DATA TO EXAMINE:

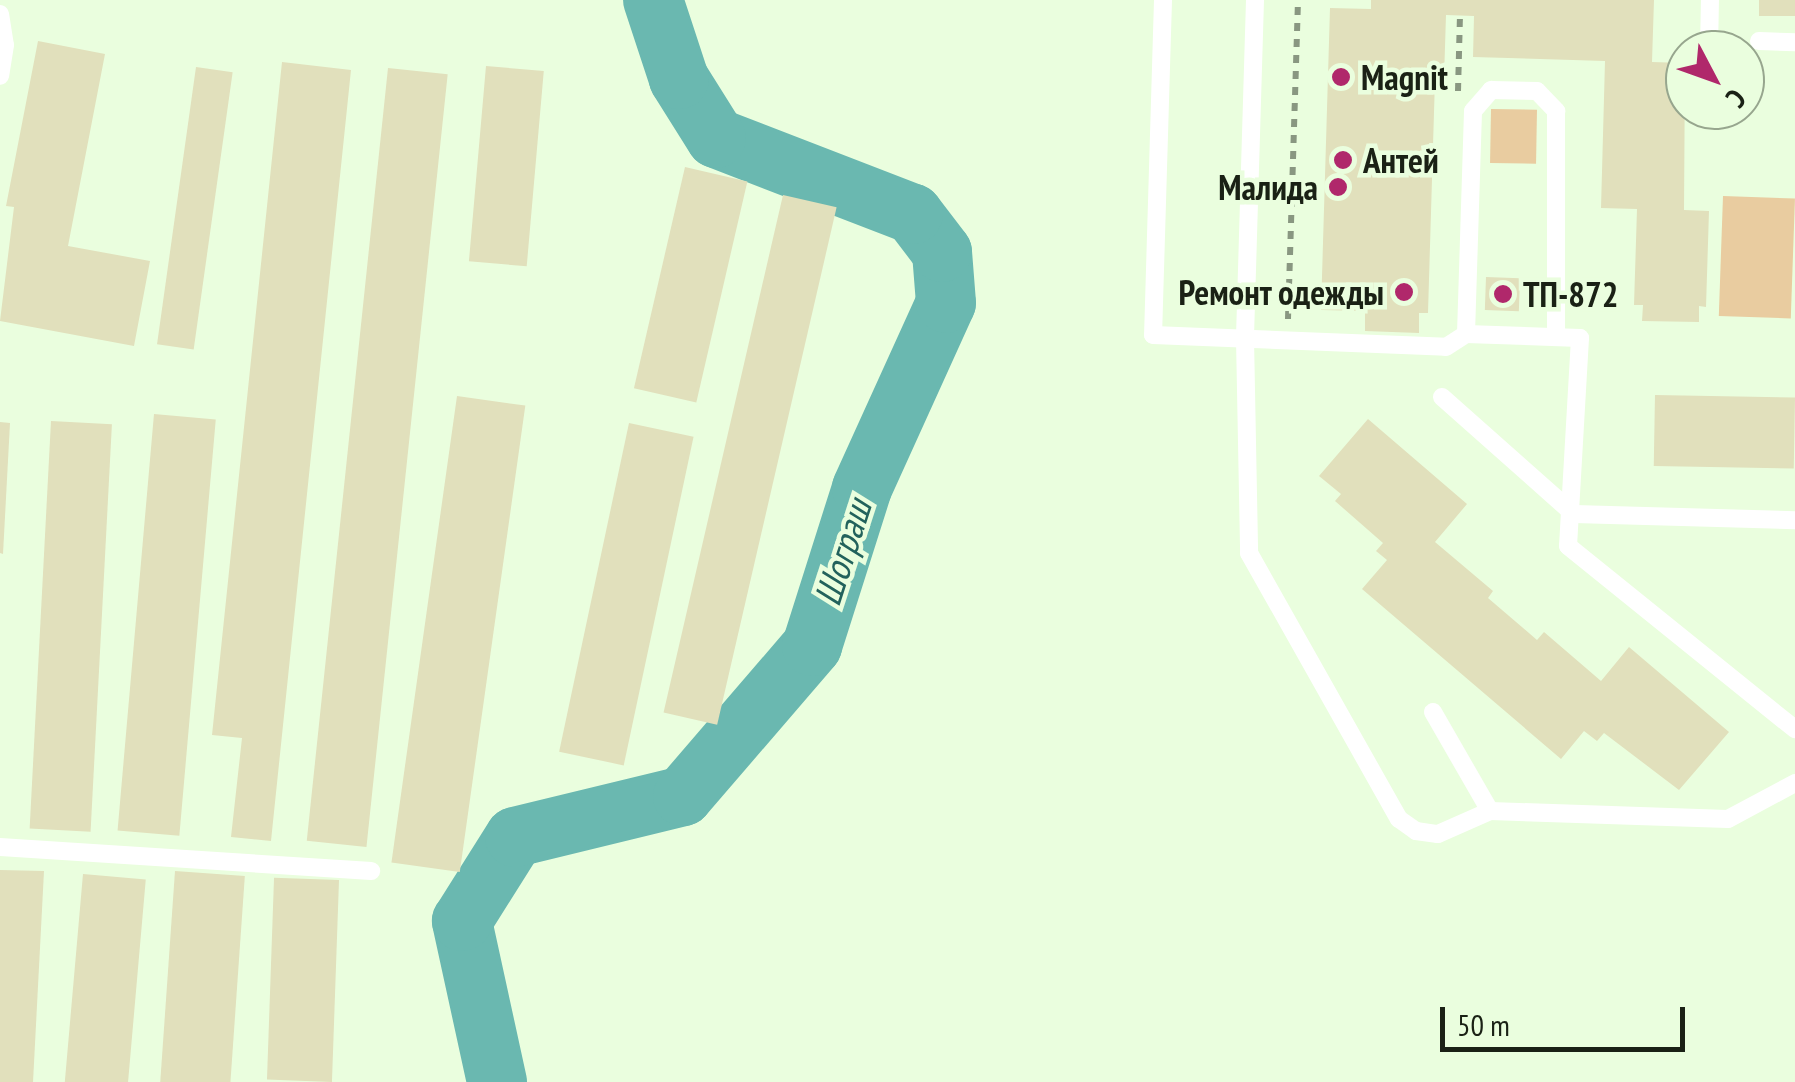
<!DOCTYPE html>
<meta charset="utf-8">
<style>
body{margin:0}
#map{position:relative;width:1795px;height:1082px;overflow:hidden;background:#eafede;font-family:"PT Sans Narrow",sans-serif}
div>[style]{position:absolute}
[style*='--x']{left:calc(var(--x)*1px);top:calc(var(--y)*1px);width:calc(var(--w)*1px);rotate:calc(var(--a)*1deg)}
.green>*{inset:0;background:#e9cca0;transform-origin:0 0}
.river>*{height:60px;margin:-30px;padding:0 30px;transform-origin:30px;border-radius:30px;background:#6ab8b0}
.building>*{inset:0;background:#e1e0bc;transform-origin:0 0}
.path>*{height:6px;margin-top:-3px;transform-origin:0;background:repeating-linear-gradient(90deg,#899781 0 8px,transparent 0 16px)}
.lane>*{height:18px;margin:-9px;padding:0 9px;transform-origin:9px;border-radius:9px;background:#fff}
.dots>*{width:28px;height:28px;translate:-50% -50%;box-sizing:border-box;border:5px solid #eafede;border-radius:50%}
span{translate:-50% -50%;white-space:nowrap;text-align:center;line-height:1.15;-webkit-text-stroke:9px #eafede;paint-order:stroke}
.poi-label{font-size:35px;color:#1a2115;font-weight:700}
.left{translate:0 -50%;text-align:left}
.right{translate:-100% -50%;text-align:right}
.water-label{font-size:38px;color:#22625c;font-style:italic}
.north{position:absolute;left:1665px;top:30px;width:100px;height:100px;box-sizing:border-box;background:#eafede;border:2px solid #97a68e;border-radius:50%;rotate:131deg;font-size:28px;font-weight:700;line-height:40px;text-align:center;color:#1a2115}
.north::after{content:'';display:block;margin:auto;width:35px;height:45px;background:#b0286b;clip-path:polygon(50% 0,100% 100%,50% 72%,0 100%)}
.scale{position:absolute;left:1440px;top:1007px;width:245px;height:45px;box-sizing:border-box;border:5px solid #1a2115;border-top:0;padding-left:12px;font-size:30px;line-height:35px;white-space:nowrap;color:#1a2115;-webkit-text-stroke:8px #eafede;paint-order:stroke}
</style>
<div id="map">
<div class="green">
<div style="left:1491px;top:109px;width:46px;height:54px;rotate:1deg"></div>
<div style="left:1723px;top:196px;width:72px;height:120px;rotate:2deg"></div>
</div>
<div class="river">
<div style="--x:497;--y:1082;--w:165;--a:-102.3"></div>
<div style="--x:462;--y:921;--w:99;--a:-57.8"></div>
<div style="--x:515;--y:837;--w:173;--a:-13.7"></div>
<div style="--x:683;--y:796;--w:198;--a:-49.3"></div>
<div style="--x:812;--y:646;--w:166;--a:-72.4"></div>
<div style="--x:862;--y:488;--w:203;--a:-65.6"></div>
<div style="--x:946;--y:303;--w:51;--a:-94.5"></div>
<div style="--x:942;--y:252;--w:48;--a:-127.3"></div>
<div style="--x:913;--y:214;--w:211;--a:-158.9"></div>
<div style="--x:716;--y:138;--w:70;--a:-122.1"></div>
<div style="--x:679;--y:79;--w:83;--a:-108.2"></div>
</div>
<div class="building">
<div style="clip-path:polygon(1371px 0,1654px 0,1652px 62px,1685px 63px,1684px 210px,1709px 211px,1706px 307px,1699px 306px,1699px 322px,1642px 321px,1643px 305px,1634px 305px,1637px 209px,1601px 208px,1605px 61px,1473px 57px,1474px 16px,1446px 15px,1444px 79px,1435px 79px,1428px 313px,1419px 313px,1419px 333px,1365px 331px,1365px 311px,1321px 310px,1330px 8px,1371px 9px)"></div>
<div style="left:1759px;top:0;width:36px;height:16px"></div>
<div style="clip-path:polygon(38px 41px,105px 54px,68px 246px,150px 261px,134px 346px,0 321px,14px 207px,6px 206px)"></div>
<div style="clip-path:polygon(282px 62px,351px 70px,271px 841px,231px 837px,242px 738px,212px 735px)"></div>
<div style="left:486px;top:66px;width:58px;height:196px;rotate:5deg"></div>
<div style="left:196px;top:67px;width:37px;height:280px;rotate:8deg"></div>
<div style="left:388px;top:68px;width:60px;height:777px;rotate:6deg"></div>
<div style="left:685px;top:167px;width:64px;height:227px;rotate:13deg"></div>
<div style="left:783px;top:195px;width:55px;height:531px;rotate:13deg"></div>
<div style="left:1486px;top:277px;width:34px;height:33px;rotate:2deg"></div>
<div style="left:1655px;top:395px;width:140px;height:71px;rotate:1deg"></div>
<div style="left:457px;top:396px;width:69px;height:471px;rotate:8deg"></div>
<div style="left:154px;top:414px;width:62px;height:418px;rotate:5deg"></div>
<div style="clip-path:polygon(1368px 419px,1467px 504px,1435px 542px,1493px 591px,1488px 598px,1537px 640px,1544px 632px,1601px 681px,1629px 647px,1729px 732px,1679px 790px,1604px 733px,1597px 741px,1584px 731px,1561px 759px,1362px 589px,1387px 560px,1376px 551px,1383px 543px,1335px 501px,1341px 494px,1319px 476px)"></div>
<div style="left:51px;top:421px;width:61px;height:408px;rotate:3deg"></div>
<div style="clip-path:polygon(0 422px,10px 423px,3px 554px,0 553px)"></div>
<div style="left:629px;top:423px;width:66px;height:336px;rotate:12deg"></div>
<div style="clip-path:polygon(0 870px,44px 871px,33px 1082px,0 1082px)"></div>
<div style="left:175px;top:871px;width:70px;height:212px;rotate:4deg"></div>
<div style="left:83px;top:874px;width:63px;height:209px;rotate:5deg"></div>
<div style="left:339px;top:880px;width:202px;height:65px;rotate:92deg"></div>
</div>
<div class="path">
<div style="--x:1458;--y:91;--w:76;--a:-88.5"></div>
<div style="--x:1288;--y:319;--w:319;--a:-88.2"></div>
</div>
<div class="lane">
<div style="--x:1163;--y:0;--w:335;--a:91.7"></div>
<div style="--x:1153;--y:335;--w:293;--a:2.3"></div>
<div style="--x:1446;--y:347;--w:24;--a:-33"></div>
<div style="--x:1466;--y:334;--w:114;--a:2"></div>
<div style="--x:1580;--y:338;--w:208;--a:93.3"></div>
<div style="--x:1568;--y:546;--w:292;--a:38.9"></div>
<div style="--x:1255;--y:0;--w:338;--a:91.7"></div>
<div style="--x:1245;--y:338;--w:215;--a:88.9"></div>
<div style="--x:1249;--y:553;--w:305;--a:60.6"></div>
<div style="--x:1399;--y:819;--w:21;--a:35"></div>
<div style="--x:1416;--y:831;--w:22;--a:8"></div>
<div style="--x:1438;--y:834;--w:57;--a:-23.9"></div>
<div style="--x:1490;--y:811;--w:238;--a:1.9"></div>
<div style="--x:1728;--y:819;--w:76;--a:-28.2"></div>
<div style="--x:0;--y:14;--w:31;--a:81"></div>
<div style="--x:5;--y:45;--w:31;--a:99"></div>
<div style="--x:1759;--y:41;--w:36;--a:2"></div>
<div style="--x:1709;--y:50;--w:50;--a:-88.9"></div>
<div style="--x:1466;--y:334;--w:223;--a:-88.2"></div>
<div style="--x:1473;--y:111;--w:28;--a:-49"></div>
<div style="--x:1491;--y:90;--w:46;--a:1.2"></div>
<div style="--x:1537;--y:91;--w:28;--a:46"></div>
<div style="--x:1556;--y:111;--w:226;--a:90"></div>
<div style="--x:1442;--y:397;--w:176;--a:41.6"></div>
<div style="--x:1574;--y:514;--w:221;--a:1.6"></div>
<div style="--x:1433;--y:712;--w:114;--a:60.1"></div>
<div style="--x:0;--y:847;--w:372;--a:3.7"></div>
</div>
<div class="dots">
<div style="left:1341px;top:77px;background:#b0286b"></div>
<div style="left:1343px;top:160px;background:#b0286b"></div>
<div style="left:1338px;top:187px;background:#b0286b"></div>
<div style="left:1404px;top:292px;background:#b0286b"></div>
<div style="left:1503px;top:294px;background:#b0286b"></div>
</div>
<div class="poi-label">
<span class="left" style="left:1361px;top:77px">Magnit</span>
<span class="left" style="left:1363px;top:160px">Антей</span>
<span class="right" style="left:1318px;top:187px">Малида</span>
<span class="right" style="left:1384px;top:292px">Ремонт одежды</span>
<span class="left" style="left:1523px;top:294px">ТП-872</span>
</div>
<div class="water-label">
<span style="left:842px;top:552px;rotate:-72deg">Шограш</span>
</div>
<div class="north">С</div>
<div class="scale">50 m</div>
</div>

WORK INSTRUCTION: Among the lines above, some may include the string "green"; state how many, and nothing more.

THE COMPLETED TASK: 2